Why? Because Hollywood is still stuck with some weird fixation that somehow smoking is cool, hip and suave (the music industry is much the same). They’re still stuck in the 1940s. Well, Humphrey Bogart, John Wayne and countless other stars from Hollywood’s Golden Age, died of cancer caused by their smoking. Only when studios were threatened with R ratings for depicting smoking in movies did studios really make the effort to curb smoking in movies.
The AJA article does acknowledge that one major factor for the rate of teen smoking dropping, is the meteoric rise in the use of e-cigs among teens. So, it might be roughly the same number of kids still using nicotine products. That’s the down side of these numbers.

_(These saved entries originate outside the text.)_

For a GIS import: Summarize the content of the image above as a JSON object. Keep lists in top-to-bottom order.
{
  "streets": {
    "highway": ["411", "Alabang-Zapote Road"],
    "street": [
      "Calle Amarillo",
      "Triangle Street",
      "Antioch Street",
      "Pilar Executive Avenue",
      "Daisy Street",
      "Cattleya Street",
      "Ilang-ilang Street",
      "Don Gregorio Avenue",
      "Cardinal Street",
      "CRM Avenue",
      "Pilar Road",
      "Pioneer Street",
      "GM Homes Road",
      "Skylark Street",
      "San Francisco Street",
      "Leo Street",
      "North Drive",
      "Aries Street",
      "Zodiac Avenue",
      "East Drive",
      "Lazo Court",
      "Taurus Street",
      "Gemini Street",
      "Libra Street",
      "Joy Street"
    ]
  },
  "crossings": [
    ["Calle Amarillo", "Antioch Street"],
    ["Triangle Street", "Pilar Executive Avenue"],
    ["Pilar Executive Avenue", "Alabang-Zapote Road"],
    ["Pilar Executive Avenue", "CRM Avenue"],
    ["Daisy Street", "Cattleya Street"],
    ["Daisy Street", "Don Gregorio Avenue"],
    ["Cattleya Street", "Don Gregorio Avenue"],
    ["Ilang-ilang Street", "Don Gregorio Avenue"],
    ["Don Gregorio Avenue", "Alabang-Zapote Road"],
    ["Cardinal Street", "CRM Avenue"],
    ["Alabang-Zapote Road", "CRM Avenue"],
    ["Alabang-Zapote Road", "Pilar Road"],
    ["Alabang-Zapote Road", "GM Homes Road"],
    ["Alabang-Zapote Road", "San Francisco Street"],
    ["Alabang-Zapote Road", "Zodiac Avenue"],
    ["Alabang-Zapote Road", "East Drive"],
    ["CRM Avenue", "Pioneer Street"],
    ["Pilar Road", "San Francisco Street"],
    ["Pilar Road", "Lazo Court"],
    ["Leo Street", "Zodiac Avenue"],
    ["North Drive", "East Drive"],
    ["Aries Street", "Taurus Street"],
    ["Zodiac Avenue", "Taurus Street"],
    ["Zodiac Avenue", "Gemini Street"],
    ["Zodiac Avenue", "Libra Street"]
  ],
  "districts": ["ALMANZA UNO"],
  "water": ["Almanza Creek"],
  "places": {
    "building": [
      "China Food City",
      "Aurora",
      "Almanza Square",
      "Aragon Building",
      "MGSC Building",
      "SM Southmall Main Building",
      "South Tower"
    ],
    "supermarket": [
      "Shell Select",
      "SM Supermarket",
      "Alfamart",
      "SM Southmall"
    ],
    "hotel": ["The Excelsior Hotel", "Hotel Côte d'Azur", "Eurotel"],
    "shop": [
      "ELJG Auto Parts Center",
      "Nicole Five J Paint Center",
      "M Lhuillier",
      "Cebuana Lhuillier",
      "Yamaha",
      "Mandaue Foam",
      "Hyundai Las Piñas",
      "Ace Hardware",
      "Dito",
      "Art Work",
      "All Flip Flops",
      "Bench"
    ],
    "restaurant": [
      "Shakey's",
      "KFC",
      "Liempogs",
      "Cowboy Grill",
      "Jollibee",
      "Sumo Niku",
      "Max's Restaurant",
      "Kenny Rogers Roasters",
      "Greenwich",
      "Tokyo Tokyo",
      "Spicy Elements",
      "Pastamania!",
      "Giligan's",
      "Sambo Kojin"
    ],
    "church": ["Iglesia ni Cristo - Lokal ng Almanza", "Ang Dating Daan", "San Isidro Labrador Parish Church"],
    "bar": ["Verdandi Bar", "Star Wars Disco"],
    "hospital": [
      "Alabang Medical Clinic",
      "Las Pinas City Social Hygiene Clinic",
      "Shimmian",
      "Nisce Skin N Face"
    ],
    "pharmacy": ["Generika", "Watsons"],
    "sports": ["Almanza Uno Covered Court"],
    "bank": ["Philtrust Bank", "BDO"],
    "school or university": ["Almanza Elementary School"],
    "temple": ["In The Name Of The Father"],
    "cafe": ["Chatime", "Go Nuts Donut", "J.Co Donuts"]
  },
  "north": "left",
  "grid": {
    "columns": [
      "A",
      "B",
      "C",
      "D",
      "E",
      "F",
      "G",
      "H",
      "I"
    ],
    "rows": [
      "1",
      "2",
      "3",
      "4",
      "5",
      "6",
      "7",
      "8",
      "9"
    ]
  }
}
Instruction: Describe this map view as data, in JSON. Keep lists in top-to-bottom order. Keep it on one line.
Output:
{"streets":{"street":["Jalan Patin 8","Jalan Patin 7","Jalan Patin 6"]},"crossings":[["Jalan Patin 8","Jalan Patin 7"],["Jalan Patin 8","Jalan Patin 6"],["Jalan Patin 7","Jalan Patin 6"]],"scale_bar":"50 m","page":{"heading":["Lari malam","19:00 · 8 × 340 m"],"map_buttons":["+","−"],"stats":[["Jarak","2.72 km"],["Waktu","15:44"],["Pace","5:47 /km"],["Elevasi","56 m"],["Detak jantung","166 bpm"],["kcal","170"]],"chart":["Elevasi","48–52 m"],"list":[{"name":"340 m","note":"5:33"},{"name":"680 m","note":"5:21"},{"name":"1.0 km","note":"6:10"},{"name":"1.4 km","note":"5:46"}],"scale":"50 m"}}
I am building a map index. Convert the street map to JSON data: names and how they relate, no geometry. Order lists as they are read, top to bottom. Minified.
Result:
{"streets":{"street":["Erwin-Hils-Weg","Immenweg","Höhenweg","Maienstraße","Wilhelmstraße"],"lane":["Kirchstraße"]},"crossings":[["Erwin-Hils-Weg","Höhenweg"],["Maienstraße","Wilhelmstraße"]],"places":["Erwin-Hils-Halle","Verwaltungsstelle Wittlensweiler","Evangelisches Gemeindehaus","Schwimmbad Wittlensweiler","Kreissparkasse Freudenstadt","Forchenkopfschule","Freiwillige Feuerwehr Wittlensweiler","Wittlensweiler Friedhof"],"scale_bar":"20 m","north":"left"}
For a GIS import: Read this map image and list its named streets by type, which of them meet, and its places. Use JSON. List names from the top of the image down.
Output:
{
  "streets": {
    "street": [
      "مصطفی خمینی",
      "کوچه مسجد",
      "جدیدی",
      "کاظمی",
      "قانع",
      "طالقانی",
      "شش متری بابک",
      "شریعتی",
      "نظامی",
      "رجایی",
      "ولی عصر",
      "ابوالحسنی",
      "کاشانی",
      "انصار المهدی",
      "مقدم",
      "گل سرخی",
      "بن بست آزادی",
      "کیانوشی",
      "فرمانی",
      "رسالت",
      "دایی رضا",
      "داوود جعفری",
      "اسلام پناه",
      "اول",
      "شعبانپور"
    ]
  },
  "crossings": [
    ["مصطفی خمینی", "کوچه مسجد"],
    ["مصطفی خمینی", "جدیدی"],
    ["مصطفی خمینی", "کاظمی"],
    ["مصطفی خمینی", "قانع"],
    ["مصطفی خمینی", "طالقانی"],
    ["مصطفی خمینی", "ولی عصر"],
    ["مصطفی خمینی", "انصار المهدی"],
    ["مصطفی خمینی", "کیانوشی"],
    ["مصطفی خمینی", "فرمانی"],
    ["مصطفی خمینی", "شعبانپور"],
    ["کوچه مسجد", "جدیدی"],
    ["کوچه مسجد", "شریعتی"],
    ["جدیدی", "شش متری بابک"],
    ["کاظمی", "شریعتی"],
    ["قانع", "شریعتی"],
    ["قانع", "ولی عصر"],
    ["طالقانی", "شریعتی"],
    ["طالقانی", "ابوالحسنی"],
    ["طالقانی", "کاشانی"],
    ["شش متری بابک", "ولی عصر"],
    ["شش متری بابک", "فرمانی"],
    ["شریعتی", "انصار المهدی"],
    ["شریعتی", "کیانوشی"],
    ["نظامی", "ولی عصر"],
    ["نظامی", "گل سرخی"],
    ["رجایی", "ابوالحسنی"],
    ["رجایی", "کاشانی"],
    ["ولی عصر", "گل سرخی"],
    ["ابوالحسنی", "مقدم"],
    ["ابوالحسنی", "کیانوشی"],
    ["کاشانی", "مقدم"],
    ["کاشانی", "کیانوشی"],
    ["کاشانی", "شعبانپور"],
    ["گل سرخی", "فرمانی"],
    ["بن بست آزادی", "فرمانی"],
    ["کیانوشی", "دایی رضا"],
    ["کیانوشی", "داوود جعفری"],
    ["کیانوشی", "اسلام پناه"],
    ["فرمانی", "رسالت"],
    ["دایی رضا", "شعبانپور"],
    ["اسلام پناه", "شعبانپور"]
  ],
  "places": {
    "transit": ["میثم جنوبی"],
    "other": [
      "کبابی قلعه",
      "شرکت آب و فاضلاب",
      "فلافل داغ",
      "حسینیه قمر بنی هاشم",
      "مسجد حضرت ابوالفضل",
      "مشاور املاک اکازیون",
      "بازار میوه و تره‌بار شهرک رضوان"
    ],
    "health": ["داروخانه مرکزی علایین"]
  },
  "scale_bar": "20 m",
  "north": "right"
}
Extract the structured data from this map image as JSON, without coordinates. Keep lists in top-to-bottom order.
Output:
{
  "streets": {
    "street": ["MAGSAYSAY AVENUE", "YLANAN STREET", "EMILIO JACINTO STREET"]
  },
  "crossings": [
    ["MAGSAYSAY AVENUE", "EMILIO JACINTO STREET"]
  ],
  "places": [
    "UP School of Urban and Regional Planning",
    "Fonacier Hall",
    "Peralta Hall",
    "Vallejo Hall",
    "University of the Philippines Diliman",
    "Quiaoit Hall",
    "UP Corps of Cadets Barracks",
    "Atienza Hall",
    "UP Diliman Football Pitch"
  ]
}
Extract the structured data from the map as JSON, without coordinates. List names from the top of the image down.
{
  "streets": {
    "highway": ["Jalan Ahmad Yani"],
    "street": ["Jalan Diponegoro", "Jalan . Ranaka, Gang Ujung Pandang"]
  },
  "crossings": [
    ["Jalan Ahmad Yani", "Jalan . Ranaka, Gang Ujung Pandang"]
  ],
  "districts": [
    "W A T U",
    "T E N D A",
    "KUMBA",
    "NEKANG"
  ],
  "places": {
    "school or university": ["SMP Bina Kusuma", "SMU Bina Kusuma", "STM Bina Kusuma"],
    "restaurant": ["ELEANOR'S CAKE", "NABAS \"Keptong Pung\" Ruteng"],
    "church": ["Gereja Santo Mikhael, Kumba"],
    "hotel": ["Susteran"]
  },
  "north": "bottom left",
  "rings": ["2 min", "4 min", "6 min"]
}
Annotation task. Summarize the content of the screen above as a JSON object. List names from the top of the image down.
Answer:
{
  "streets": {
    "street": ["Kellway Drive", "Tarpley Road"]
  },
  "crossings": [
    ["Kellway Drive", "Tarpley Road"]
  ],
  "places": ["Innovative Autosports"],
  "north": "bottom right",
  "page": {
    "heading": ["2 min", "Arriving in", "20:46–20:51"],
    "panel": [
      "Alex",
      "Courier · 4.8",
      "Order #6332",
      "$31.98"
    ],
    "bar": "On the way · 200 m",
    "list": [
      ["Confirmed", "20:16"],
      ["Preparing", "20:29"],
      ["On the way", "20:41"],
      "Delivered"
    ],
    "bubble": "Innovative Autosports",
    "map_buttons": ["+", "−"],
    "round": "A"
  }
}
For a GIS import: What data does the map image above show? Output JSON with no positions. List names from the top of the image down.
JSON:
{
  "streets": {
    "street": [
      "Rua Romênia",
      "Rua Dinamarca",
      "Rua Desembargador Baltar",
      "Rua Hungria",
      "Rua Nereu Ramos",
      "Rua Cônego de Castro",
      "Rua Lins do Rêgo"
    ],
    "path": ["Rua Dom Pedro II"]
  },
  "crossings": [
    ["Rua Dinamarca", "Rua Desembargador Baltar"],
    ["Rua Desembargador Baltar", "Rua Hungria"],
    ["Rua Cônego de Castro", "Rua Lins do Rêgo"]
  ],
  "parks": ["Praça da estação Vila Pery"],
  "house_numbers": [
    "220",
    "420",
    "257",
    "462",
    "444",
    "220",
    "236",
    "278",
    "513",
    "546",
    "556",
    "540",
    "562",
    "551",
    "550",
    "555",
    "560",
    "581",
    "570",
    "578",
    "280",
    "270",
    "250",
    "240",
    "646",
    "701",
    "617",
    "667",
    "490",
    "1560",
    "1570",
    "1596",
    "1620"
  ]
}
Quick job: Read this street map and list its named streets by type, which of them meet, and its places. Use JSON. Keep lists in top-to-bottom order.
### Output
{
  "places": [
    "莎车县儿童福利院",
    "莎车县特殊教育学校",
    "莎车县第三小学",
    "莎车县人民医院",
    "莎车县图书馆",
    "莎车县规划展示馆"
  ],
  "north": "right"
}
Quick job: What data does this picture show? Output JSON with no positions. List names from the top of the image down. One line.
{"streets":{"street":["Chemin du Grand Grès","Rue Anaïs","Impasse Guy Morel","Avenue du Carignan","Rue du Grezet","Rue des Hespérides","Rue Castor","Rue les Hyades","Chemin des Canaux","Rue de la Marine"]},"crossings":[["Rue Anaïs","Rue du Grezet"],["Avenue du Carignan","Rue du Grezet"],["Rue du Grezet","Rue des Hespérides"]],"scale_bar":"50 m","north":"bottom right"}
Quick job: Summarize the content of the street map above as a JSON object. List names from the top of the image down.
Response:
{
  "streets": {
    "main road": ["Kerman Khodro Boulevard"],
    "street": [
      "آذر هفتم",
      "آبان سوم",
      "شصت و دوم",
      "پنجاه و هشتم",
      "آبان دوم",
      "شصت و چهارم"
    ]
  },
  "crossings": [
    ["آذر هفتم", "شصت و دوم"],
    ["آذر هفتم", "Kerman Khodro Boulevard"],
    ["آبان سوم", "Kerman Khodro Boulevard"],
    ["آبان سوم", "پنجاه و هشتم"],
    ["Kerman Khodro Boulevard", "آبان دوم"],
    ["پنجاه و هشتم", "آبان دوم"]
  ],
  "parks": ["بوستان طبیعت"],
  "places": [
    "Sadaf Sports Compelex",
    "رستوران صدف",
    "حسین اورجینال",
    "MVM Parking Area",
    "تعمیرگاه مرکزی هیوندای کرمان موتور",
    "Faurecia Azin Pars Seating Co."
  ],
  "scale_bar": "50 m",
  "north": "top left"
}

Anyway, what’s awesome about the Truth campaign is that it’s helped change the playing field — where once smoking was cool and hip, now it’s seen as stupid. Years ago, Hollywood actors were the icons of making cigarettes cool, now those same techniques are being used to make entertainers look stupid for smoking.
The AJA article:
Reducing teen smoking is no doubt a worthy goal, and the Legacy Foundation has done a better job than most nonprofits getting its message to the people who need to hear it. The foundation received its last major settlement check in 2003 but made it last through prudent financial management. It has successfully undone much of the tobacco industry’s harmful misinformation and it did it in 15 years with rhetoric instead of punishment. Teen smokers can blame Truth when their friends hassle them for lighting up, and the organization deserves credit for that.
As an aside, I would be DYING to know what some of these celebrities think about being featured in this ad. I doubt very many of them are happy about it.